Could you output each line of the data that follows exactly?

============

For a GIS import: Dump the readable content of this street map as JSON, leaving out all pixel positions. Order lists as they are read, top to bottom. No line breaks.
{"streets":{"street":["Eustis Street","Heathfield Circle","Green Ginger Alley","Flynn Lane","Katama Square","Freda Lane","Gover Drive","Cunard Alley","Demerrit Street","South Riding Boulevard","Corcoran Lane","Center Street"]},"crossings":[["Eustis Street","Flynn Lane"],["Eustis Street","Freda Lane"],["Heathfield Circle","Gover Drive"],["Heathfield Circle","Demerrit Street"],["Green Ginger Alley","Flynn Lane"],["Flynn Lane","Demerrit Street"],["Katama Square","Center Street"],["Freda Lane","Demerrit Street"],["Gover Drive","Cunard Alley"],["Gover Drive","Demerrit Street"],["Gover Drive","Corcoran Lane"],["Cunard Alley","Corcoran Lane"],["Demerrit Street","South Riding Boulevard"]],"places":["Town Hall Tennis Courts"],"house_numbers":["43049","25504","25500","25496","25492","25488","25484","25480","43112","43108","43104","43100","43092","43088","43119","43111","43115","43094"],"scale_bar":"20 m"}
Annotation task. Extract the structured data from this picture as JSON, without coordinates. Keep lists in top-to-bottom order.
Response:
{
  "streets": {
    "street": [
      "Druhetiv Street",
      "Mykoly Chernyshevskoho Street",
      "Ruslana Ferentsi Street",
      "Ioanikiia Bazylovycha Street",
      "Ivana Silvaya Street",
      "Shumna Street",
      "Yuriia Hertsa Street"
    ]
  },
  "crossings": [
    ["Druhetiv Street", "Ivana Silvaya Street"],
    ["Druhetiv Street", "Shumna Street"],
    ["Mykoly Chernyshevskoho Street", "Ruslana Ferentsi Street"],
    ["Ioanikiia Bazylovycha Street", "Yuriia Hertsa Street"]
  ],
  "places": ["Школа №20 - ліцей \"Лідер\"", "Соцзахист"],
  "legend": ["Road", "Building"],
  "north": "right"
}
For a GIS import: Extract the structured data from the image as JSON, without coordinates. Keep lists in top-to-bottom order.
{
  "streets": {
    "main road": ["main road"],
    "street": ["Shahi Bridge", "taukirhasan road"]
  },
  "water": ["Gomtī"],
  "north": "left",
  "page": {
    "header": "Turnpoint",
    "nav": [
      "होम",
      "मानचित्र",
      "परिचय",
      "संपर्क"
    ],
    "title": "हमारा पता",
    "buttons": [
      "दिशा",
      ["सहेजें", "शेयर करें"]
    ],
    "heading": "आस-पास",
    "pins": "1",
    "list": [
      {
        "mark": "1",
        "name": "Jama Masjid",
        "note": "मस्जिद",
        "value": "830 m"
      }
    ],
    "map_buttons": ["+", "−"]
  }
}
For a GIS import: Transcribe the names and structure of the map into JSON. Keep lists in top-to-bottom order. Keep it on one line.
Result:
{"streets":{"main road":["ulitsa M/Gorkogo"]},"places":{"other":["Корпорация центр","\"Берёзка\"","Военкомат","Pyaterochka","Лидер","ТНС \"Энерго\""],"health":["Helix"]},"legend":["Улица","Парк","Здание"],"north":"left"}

============

* **ANSWER BELOW**:
For a GIS import: Dump the readable content of this street map as JSON, leaving out all pixel positions. Order lists as they are read, top to bottom. No line breaks.
{"streets":{"street":["Eustis Street","Heathfield Circle","Green Ginger Alley","Flynn Lane","Katama Square","Freda Lane","Gover Drive","Cunard Alley","Demerrit Street","South Riding Boulevard","Corcoran Lane","Center Street"]},"crossings":[["Eustis Street","Flynn Lane"],["Eustis Street","Freda Lane"],["Heathfield Circle","Gover Drive"],["Heathfield Circle","Demerrit Street"],["Green Ginger Alley","Flynn Lane"],["Flynn Lane","Demerrit Street"],["Katama Square","Center Street"],["Freda Lane","Demerrit Street"],["Gover Drive","Cunard Alley"],["Gover Drive","Demerrit Street"],["Gover Drive","Corcoran Lane"],["Cunard Alley","Corcoran Lane"],["Demerrit Street","South Riding Boulevard"]],"places":["Town Hall Tennis Courts"],"house_numbers":["43049","25504","25500","25496","25492","25488","25484","25480","43112","43108","43104","43100","43092","43088","43119","43111","43115","43094"],"scale_bar":"20 m"}
Annotation task. Extract the structured data from this picture as JSON, without coordinates. Keep lists in top-to-bottom order.
Response:
{
  "streets": {
    "street": [
      "Druhetiv Street",
      "Mykoly Chernyshevskoho Street",
      "Ruslana Ferentsi Street",
      "Ioanikiia Bazylovycha Street",
      "Ivana Silvaya Street",
      "Shumna Street",
      "Yuriia Hertsa Street"
    ]
  },
  "crossings": [
    ["Druhetiv Street", "Ivana Silvaya Street"],
    ["Druhetiv Street", "Shumna Street"],
    ["Mykoly Chernyshevskoho Street", "Ruslana Ferentsi Street"],
    ["Ioanikiia Bazylovycha Street", "Yuriia Hertsa Street"]
  ],
  "places": ["Школа №20 - ліцей \"Лідер\"", "Соцзахист"],
  "legend": ["Road", "Building"],
  "north": "right"
}
For a GIS import: Extract the structured data from the image as JSON, without coordinates. Keep lists in top-to-bottom order.
{
  "streets": {
    "main road": ["main road"],
    "street": ["Shahi Bridge", "taukirhasan road"]
  },
  "water": ["Gomtī"],
  "north": "left",
  "page": {
    "header": "Turnpoint",
    "nav": [
      "होम",
      "मानचित्र",
      "परिचय",
      "संपर्क"
    ],
    "title": "हमारा पता",
    "buttons": [
      "दिशा",
      ["सहेजें", "शेयर करें"]
    ],
    "heading": "आस-पास",
    "pins": "1",
    "list": [
      {
        "mark": "1",
        "name": "Jama Masjid",
        "note": "मस्जिद",
        "value": "830 m"
      }
    ],
    "map_buttons": ["+", "−"]
  }
}
For a GIS import: Transcribe the names and structure of the map into JSON. Keep lists in top-to-bottom order. Keep it on one line.
Result:
{"streets":{"main road":["ulitsa M/Gorkogo"]},"places":{"other":["Корпорация центр","\"Берёзка\"","Военкомат","Pyaterochka","Лидер","ТНС \"Энерго\""],"health":["Helix"]},"legend":["Улица","Парк","Здание"],"north":"left"}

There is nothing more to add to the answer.